Task statement - Your answer must be an exact repetition of every record.

Data extracts -

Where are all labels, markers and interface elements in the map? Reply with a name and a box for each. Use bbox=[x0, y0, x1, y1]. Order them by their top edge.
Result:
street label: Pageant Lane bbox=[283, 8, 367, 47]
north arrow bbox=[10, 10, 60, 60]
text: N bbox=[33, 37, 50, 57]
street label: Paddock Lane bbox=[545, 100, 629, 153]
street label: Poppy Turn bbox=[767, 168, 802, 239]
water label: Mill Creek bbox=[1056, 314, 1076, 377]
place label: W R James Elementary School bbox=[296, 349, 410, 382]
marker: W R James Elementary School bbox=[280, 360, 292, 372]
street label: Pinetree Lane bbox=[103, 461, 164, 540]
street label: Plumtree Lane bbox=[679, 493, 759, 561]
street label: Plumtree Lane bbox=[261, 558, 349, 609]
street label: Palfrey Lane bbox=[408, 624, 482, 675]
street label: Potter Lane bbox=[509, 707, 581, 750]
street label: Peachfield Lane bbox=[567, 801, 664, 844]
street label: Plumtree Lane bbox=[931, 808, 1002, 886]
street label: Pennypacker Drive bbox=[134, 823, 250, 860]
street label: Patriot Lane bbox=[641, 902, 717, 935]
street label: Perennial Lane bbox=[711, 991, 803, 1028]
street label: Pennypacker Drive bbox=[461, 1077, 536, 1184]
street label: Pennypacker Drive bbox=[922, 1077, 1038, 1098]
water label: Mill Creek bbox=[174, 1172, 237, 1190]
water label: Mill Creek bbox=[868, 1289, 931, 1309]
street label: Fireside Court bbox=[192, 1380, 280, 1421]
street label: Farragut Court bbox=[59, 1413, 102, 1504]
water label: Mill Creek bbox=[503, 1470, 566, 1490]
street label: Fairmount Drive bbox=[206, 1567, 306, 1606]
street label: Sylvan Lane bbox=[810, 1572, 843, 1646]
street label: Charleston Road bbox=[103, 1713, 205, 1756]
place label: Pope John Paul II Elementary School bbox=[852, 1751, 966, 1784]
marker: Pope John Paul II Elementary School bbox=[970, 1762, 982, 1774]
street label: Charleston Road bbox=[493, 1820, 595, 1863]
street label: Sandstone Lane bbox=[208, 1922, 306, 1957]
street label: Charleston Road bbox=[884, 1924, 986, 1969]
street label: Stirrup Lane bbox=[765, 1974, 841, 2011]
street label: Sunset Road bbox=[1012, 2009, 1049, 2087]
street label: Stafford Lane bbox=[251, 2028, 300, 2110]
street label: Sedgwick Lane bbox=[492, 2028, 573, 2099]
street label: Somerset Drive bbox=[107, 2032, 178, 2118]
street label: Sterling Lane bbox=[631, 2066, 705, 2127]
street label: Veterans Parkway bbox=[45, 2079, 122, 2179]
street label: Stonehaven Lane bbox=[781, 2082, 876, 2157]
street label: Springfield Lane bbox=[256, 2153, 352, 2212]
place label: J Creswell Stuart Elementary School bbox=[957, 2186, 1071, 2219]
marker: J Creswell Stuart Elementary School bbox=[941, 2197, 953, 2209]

Response to this exercise -
Where are all labels, markers and interface elements in the map? Reply with a name and a box for each. Use bbox=[x0, y0, x1, y1]. Order them by their top edge.
Result:
street label: Pageant Lane bbox=[283, 8, 367, 47]
north arrow bbox=[10, 10, 60, 60]
text: N bbox=[33, 37, 50, 57]
street label: Paddock Lane bbox=[545, 100, 629, 153]
street label: Poppy Turn bbox=[767, 168, 802, 239]
water label: Mill Creek bbox=[1056, 314, 1076, 377]
place label: W R James Elementary School bbox=[296, 349, 410, 382]
marker: W R James Elementary School bbox=[280, 360, 292, 372]
street label: Pinetree Lane bbox=[103, 461, 164, 540]
street label: Plumtree Lane bbox=[679, 493, 759, 561]
street label: Plumtree Lane bbox=[261, 558, 349, 609]
street label: Palfrey Lane bbox=[408, 624, 482, 675]
street label: Potter Lane bbox=[509, 707, 581, 750]
street label: Peachfield Lane bbox=[567, 801, 664, 844]
street label: Plumtree Lane bbox=[931, 808, 1002, 886]
street label: Pennypacker Drive bbox=[134, 823, 250, 860]
street label: Patriot Lane bbox=[641, 902, 717, 935]
street label: Perennial Lane bbox=[711, 991, 803, 1028]
street label: Pennypacker Drive bbox=[461, 1077, 536, 1184]
street label: Pennypacker Drive bbox=[922, 1077, 1038, 1098]
water label: Mill Creek bbox=[174, 1172, 237, 1190]
water label: Mill Creek bbox=[868, 1289, 931, 1309]
street label: Fireside Court bbox=[192, 1380, 280, 1421]
street label: Farragut Court bbox=[59, 1413, 102, 1504]
water label: Mill Creek bbox=[503, 1470, 566, 1490]
street label: Fairmount Drive bbox=[206, 1567, 306, 1606]
street label: Sylvan Lane bbox=[810, 1572, 843, 1646]
street label: Charleston Road bbox=[103, 1713, 205, 1756]
place label: Pope John Paul II Elementary School bbox=[852, 1751, 966, 1784]
marker: Pope John Paul II Elementary School bbox=[970, 1762, 982, 1774]
street label: Charleston Road bbox=[493, 1820, 595, 1863]
street label: Sandstone Lane bbox=[208, 1922, 306, 1957]
street label: Charleston Road bbox=[884, 1924, 986, 1969]
street label: Stirrup Lane bbox=[765, 1974, 841, 2011]
street label: Sunset Road bbox=[1012, 2009, 1049, 2087]
street label: Stafford Lane bbox=[251, 2028, 300, 2110]
street label: Sedgwick Lane bbox=[492, 2028, 573, 2099]
street label: Somerset Drive bbox=[107, 2032, 178, 2118]
street label: Sterling Lane bbox=[631, 2066, 705, 2127]
street label: Veterans Parkway bbox=[45, 2079, 122, 2179]
street label: Stonehaven Lane bbox=[781, 2082, 876, 2157]
street label: Springfield Lane bbox=[256, 2153, 352, 2212]
place label: J Creswell Stuart Elementary School bbox=[957, 2186, 1071, 2219]
marker: J Creswell Stuart Elementary School bbox=[941, 2197, 953, 2209]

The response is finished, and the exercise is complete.